This Notice applies to POWERTEC Brushless DC Drive Model Number 1000AR.  
Do not use this device on a circuit capable of delivering more than  
5000 RMS symmetrical Amperes at 500 VAC maximum voltage.  
MOTOR PROTECTION CONSIDERATIONS  
You are installing a GENESIS Series Brushless DC (BLDC) drive and motor. You must consider how  
the motor will be protected while it is in service. These protections built into your system:  
1. “F” Series motors have a thermal switch that opens at high winding temperatures. You must  
connect this switch to the drive. Look up the method of connection in the drive manual. When the thermal  
switch opens, the drive must shut off before high temperatures cause damage.  

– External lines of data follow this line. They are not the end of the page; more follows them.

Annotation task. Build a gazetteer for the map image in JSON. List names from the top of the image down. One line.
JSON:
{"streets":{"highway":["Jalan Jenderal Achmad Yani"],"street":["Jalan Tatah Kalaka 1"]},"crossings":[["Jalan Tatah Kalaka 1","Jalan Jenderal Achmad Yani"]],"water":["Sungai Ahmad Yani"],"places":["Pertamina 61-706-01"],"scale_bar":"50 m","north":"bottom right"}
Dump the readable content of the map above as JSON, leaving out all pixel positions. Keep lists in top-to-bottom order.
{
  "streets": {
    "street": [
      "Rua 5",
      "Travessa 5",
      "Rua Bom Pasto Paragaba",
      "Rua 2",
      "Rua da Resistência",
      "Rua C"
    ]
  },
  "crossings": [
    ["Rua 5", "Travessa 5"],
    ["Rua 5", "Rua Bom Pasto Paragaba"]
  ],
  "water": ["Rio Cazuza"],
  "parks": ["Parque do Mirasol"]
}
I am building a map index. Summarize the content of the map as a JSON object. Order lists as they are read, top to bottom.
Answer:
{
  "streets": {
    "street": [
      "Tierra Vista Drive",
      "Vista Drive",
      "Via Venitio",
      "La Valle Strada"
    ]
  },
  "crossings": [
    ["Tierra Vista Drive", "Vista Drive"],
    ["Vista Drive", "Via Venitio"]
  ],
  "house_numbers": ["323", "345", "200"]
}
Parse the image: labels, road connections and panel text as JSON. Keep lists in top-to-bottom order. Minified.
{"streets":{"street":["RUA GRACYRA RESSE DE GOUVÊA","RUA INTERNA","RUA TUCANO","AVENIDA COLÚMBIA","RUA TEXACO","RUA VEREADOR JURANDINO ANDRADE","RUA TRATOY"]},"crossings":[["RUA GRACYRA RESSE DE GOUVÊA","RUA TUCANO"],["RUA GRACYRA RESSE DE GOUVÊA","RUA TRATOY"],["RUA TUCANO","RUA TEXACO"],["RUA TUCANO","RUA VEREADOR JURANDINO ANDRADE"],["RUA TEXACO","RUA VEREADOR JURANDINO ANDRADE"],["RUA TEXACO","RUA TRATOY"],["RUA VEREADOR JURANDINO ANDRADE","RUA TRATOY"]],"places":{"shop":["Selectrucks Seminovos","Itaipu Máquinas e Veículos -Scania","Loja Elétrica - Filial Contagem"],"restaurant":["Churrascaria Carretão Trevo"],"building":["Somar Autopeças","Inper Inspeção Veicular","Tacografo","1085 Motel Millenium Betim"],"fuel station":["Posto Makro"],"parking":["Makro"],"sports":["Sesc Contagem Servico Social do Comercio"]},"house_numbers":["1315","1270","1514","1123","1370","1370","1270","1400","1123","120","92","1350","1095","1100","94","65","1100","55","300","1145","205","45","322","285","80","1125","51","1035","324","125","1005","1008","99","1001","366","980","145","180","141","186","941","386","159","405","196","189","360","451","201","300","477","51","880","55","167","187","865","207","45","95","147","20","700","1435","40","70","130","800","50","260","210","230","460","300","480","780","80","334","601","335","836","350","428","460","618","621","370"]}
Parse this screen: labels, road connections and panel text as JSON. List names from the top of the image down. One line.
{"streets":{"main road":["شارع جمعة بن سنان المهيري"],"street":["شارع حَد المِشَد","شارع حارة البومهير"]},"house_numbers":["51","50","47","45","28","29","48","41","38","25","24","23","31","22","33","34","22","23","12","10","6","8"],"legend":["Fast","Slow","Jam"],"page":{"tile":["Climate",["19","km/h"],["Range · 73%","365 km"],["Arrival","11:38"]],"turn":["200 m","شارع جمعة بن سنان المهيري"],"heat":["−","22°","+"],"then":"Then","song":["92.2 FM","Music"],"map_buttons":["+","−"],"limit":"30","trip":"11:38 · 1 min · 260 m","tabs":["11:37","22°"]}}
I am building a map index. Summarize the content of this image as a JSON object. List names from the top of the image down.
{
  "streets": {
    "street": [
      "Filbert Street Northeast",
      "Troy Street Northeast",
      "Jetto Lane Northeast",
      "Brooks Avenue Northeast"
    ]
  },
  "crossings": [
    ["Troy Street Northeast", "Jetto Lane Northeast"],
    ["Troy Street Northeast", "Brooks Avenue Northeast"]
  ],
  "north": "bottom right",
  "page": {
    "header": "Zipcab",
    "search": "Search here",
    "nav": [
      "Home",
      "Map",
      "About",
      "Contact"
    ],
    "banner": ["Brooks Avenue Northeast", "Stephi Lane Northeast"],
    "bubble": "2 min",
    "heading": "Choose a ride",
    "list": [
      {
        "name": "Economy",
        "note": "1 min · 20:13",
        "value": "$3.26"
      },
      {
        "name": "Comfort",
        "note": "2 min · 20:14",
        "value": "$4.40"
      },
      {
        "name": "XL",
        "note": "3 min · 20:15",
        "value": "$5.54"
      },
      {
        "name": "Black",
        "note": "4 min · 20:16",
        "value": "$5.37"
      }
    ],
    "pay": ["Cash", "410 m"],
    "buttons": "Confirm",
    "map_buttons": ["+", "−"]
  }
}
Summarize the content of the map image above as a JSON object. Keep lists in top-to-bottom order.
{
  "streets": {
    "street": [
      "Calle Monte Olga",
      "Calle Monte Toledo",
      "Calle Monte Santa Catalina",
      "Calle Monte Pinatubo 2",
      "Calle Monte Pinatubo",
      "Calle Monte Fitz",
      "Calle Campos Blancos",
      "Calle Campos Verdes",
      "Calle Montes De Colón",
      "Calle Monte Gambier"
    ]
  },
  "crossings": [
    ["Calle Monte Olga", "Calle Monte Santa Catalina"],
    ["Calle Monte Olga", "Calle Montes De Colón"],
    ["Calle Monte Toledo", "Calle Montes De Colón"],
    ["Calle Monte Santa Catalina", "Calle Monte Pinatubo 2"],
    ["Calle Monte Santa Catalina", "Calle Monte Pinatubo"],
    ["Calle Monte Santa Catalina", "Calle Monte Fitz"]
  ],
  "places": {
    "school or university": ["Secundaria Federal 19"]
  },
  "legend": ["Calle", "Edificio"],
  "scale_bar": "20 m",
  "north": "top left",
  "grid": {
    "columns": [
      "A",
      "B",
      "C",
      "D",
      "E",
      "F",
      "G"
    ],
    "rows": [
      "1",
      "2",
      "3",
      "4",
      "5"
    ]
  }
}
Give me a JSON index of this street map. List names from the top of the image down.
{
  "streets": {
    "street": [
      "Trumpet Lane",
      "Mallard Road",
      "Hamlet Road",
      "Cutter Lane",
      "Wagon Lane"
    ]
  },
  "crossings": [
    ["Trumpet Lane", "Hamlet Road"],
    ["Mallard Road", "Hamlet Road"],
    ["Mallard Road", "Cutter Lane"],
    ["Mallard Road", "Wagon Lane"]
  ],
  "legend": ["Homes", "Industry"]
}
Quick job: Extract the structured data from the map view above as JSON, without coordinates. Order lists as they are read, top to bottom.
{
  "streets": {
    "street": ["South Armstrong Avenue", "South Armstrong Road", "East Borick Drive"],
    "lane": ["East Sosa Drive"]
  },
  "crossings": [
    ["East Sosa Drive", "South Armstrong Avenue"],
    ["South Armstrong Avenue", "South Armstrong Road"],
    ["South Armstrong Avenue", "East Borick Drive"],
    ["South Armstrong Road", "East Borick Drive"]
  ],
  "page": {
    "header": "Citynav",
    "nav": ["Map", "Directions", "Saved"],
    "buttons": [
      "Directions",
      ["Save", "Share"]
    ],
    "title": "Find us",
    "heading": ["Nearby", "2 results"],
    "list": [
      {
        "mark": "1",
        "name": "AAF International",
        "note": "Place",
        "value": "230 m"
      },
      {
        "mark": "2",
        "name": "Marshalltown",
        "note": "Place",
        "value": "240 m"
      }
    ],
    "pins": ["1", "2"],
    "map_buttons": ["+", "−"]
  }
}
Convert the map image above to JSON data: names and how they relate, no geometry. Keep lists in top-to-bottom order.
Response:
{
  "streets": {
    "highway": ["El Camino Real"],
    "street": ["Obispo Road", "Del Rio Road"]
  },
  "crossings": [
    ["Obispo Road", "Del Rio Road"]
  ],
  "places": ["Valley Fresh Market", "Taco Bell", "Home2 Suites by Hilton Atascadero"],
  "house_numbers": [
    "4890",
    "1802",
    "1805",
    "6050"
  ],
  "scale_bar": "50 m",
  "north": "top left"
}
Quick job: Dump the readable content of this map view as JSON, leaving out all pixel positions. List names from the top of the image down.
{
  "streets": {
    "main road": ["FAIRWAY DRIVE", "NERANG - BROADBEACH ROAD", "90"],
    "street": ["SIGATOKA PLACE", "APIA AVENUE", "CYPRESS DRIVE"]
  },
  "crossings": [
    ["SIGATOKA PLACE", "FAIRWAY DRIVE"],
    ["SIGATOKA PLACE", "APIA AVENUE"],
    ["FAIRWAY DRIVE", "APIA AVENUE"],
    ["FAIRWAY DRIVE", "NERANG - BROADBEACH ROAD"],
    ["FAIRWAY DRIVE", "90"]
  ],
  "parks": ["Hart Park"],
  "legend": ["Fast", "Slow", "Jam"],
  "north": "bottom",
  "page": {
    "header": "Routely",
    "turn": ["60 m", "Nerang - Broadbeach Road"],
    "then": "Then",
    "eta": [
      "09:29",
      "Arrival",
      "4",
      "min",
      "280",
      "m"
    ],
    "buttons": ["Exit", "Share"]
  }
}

2. The Model 1000AR drive provides current limiting. This protection is adjustable from 0% to 150%  
of the drive’s rated output current.  
3. The Model 1000AR drive provides an over-current trip. The drive shuts off the drive if peak  
currents greater than 300% of the RMS rating occur.  
4. The Model 1000AR drive provides fast clearing fuses in the AC input. It does not provide an input  
circuit breaker unless you chose that option at the time of purchase. If you did not purchase a circuit  
breaker with the drive, you must supply a means to disconnect main power.. You must do this in order to  
meet the requirements of the National Electrical Code.  
5. GENESIS series drives do not provide running overload protection as described in Underwriters  
Laboratories Industrial Control Equipment Specification 508. The user is responsible for complying with  
local codes and practices. If you decide that you need more protection, that protection must shut off the  
drive.  
SUMMARY OF WARRANTY AND DISCLAIMER  
Powertec manufactures Model 1000 Series Brushless DC (BLDC) motor controls. We warrant  
these units against defects in materials and workmanship for a period of two years. This period begins on  
the date of original shipment from the factory.  
You must notify us in writing of a defect in materials or workmanship in a warranted unit. We will,  
at our sole option, repair or replace such defective parts as we deem necessary to restore the unit to  
service. We will make these repairs, or replacement of parts, at the factory. Shipping charges to and from  
the factory and on-site service charges are the responsibility of the user.  
There is no other warranty. We do not warrant the fitness of purpose for the application intended.  
This warranty does not cover accidental or intentional damage or accidental or intentional abuse. This  
warranty does not cover results from defective or incorrect installation, interference with other equipment,  
or any other situation over which Powertec has no control.  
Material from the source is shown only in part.